— WHAT THE EXERCISE ASKS —
When a line below contains the string "XXIII", show that line.

— DATA RECORDS —
----

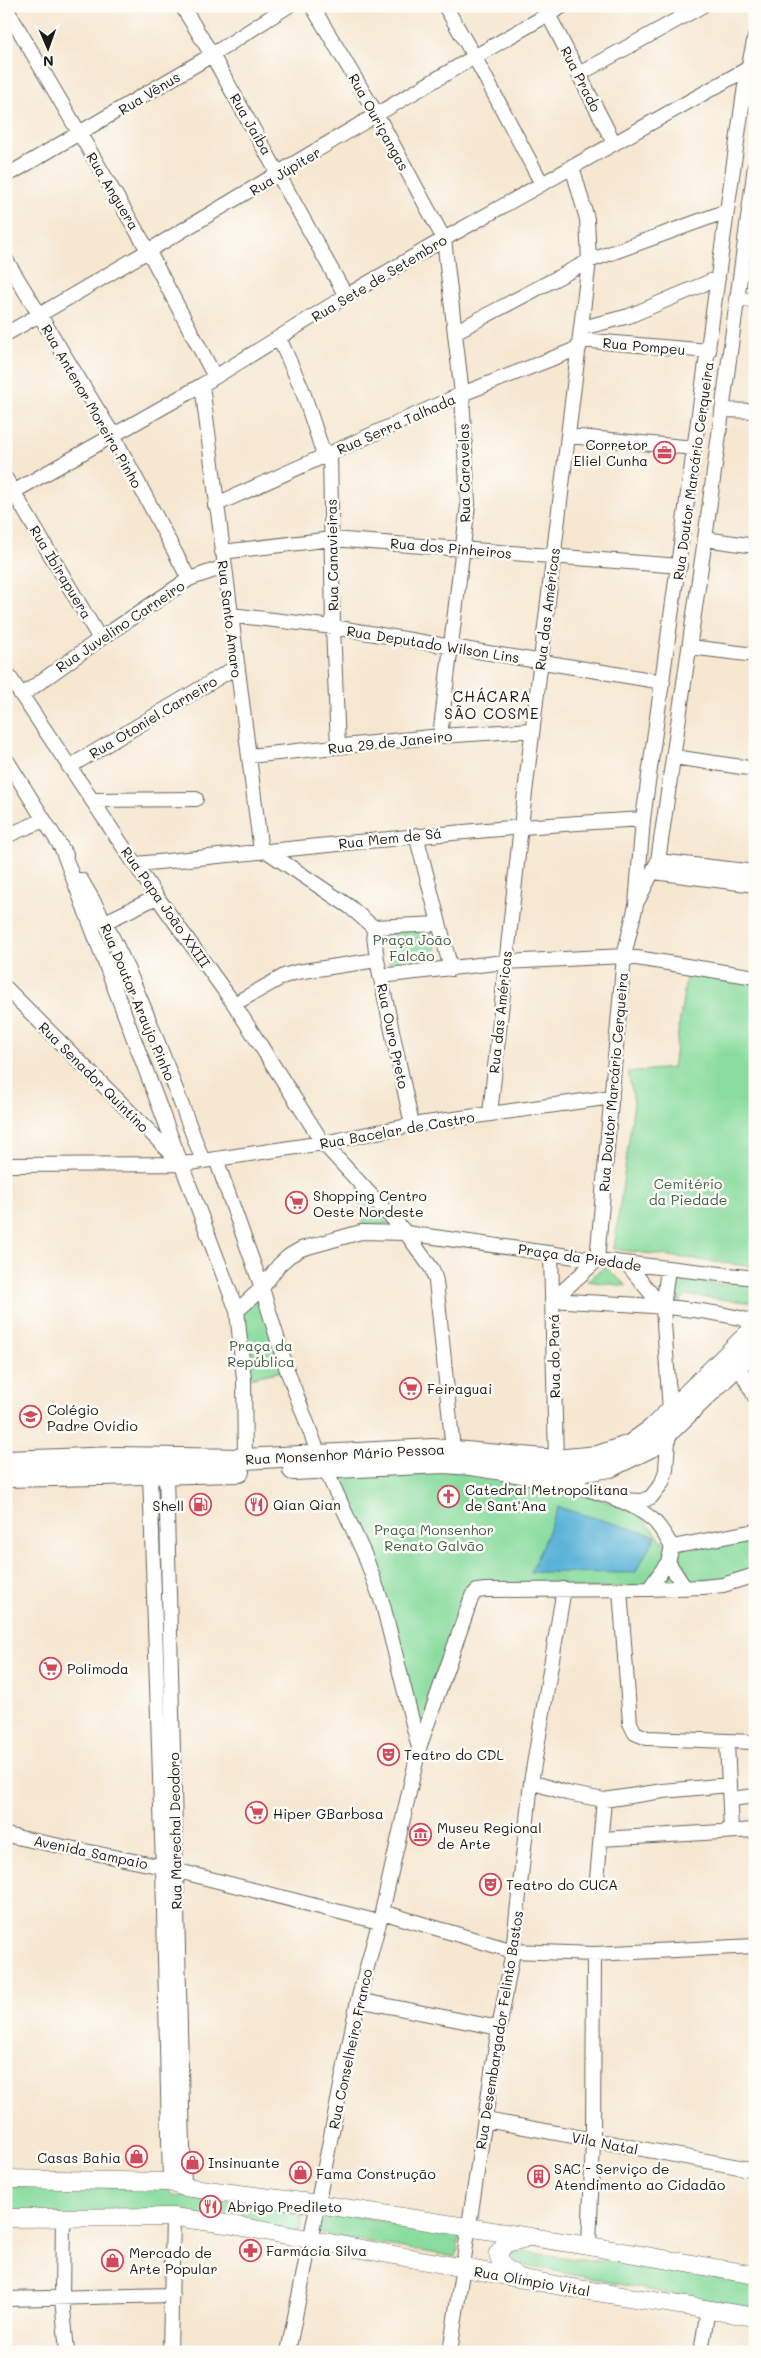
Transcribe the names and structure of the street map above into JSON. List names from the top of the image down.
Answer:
{
  "streets": {
    "highway": ["Rua Monsenhor Mário Pessoa"],
    "main road": ["Rua Olímpio Vital"],
    "street": [
      "Rua Prado",
      "Rua Vênus",
      "Rua Ouriçangas",
      "Rua Jaíba",
      "Rua Júpiter",
      "Rua Anguera",
      "Rua Sete de Setembro",
      "Rua Pompeu",
      "Rua Antenor Moreira Pinho",
      "Rua Serra Talhada",
      "Rua Doutor Marcário Cerqueira",
      "Rua Caravelas",
      "Rua dos Pinheiros",
      "Rua Canavieiras",
      "Rua Ibirapuera",
      "Rua das Américas",
      "Rua Santo Amaro",
      "Rua Juvelino Carneiro",
      "Rua Deputado Wilson Lins",
      "Rua Otoniel Carneiro",
      "Rua 29 de Janeiro",
      "Rua Mem de Sá",
      "Rua Papa João XXIII",
      "Rua Doutor Araujo Pinho",
      "Rua Ouro Preto",
      "Rua Senador Quintino",
      "Rua Bacelar de Castro",
      "Praça da Piedade",
      "Rua do Pará",
      "Rua Marechal Deodoro",
      "Avenida Sampaio",
      "Rua Desembargador Felinto Bastos",
      "Rua Conselheiro Franco",
      "Vila Natal"
    ]
  },
  "crossings": [
    ["Rua Prado", "Rua Júpiter"],
    ["Rua Prado", "Rua Sete de Setembro"],
    ["Rua Vênus", "Rua Jaíba"],
    ["Rua Vênus", "Rua Anguera"],
    ["Rua Ouriçangas", "Rua Júpiter"],
    ["Rua Ouriçangas", "Rua Sete de Setembro"],
    ["Rua Ouriçangas", "Rua Caravelas"],
    ["Rua Jaíba", "Rua Júpiter"],
    ["Rua Jaíba", "Rua Sete de Setembro"],
    ["Rua Júpiter", "Rua Anguera"],
    ["Rua Júpiter", "Rua Antenor Moreira Pinho"],
    ["Rua Anguera", "Rua Sete de Setembro"],
    ["Rua Sete de Setembro", "Rua Antenor Moreira Pinho"],
    ["Rua Sete de Setembro", "Rua Doutor Marcário Cerqueira"],
    ["Rua Sete de Setembro", "Rua Caravelas"],
    ["Rua Sete de Setembro", "Rua Canavieiras"],
    ["Rua Sete de Setembro", "Rua Ibirapuera"],
    ["Rua Sete de Setembro", "Rua das Américas"],
    ["Rua Sete de Setembro", "Rua Santo Amaro"],
    ["Rua Pompeu", "Rua Serra Talhada"],
    ["Rua Pompeu", "Rua Doutor Marcário Cerqueira"],
    ["Rua Pompeu", "Rua das Américas"],
    ["Rua Antenor Moreira Pinho", "Rua Juvelino Carneiro"],
    ["Rua Serra Talhada", "Rua Doutor Marcário Cerqueira"],
    ["Rua Serra Talhada", "Rua Caravelas"],
    ["Rua Serra Talhada", "Rua Canavieiras"],
    ["Rua Serra Talhada", "Rua das Américas"],
    ["Rua Serra Talhada", "Rua Santo Amaro"],
    ["Rua Doutor Marcário Cerqueira", "Rua dos Pinheiros"],
    ["Rua Doutor Marcário Cerqueira", "Rua Deputado Wilson Lins"],
    ["Rua Doutor Marcário Cerqueira", "Rua Mem de Sá"],
    ["Rua Doutor Marcário Cerqueira", "Rua Bacelar de Castro"],
    ["Rua Doutor Marcário Cerqueira", "Praça da Piedade"],
    ["Rua Caravelas", "Rua dos Pinheiros"],
    ["Rua Caravelas", "Rua Deputado Wilson Lins"],
    ["Rua Caravelas", "Rua 29 de Janeiro"],
    ["Rua dos Pinheiros", "Rua Canavieiras"],
    ["Rua dos Pinheiros", "Rua das Américas"],
    ["Rua dos Pinheiros", "Rua Santo Amaro"],
    ["Rua Canavieiras", "Rua Deputado Wilson Lins"],
    ["Rua Canavieiras", "Rua 29 de Janeiro"],
    ["Rua Ibirapuera", "Rua Juvelino Carneiro"],
    ["Rua das Américas", "Rua Deputado Wilson Lins"],
    ["Rua das Américas", "Rua 29 de Janeiro"],
    ["Rua das Américas", "Rua Mem de Sá"],
    ["Rua das Américas", "Rua Bacelar de Castro"],
    ["Rua Santo Amaro", "Rua Juvelino Carneiro"],
    ["Rua Santo Amaro", "Rua Deputado Wilson Lins"],
    ["Rua Santo Amaro", "Rua Otoniel Carneiro"],
    ["Rua Santo Amaro", "Rua 29 de Janeiro"],
    ["Rua Santo Amaro", "Rua Mem de Sá"],
    ["Rua Juvelino Carneiro", "Rua Papa João XXIII"],
    ["Rua Otoniel Carneiro", "Rua Papa João XXIII"],
    ["Rua Mem de Sá", "Rua Papa João XXIII"],
    ["Rua Papa João XXIII", "Rua Bacelar de Castro"],
    ["Rua Papa João XXIII", "Praça da Piedade"],
    ["Rua Papa João XXIII", "Rua Monsenhor Mário Pessoa"],
    ["Rua Doutor Araujo Pinho", "Rua Senador Quintino"],
    ["Rua Doutor Araujo Pinho", "Rua Bacelar de Castro"],
    ["Rua Ouro Preto", "Rua Bacelar de Castro"],
    ["Rua Senador Quintino", "Rua Bacelar de Castro"],
    ["Praça da Piedade", "Rua do Pará"],
    ["Rua do Pará", "Rua Monsenhor Mário Pessoa"],
    ["Rua Monsenhor Mário Pessoa", "Rua Marechal Deodoro"],
    ["Rua Marechal Deodoro", "Avenida Sampaio"],
    ["Avenida Sampaio", "Rua Desembargador Felinto Bastos"],
    ["Avenida Sampaio", "Rua Conselheiro Franco"],
    ["Rua Desembargador Felinto Bastos", "Vila Natal"],
    ["Rua Desembargador Felinto Bastos", "Rua Olímpio Vital"],
    ["Rua Conselheiro Franco", "Rua Olímpio Vital"]
  ],
  "districts": ["CHÁCARA SÃO COSME"],
  "parks": [
    "Praça João Falcão",
    "Cemitério da Piedade",
    "Praça da República",
    "Praça Monsenhor Renato Galvão"
  ],
  "places": {
    "office": ["Corretor Eliel Cunha"],
    "supermarket": [
      "Shopping Centro Oeste Nordeste",
      "Feiraguai",
      "Polimoda",
      "Hiper GBarbosa"
    ],
    "school or university": ["Colégio Padre Ovídio"],
    "church": ["Catedral Metropolitana de Sant'Ana"],
    "restaurant": ["Qian Qian", "Abrigo Predileto"],
    "fuel station": ["Shell"],
    "theatre": ["Teatro do CDL", "Teatro do CUCA"],
    "museum": ["Museu Regional de Arte"],
    "shop": [
      "Casas Bahia",
      "Insinuante",
      "Fama Construção",
      "Mercado de Arte Popular"
    ],
    "building": ["SAC - Serviço de Atendimento ao Cidadão"],
    "pharmacy": ["Farmácia Silva"]
  },
  "north": "bottom"
}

----

— RESPONSE AREA —
      "Rua Papa João XXIII",
    ["Rua Juvelino Carneiro", "Rua Papa João XXIII"],
    ["Rua Otoniel Carneiro", "Rua Papa João XXIII"],
    ["Rua Mem de Sá", "Rua Papa João XXIII"],
    ["Rua Papa João XXIII", "Rua Bacelar de Castro"],
    ["Rua Papa João XXIII", "Praça da Piedade"],
    ["Rua Papa João XXIII", "Rua Monsenhor Mário Pessoa"],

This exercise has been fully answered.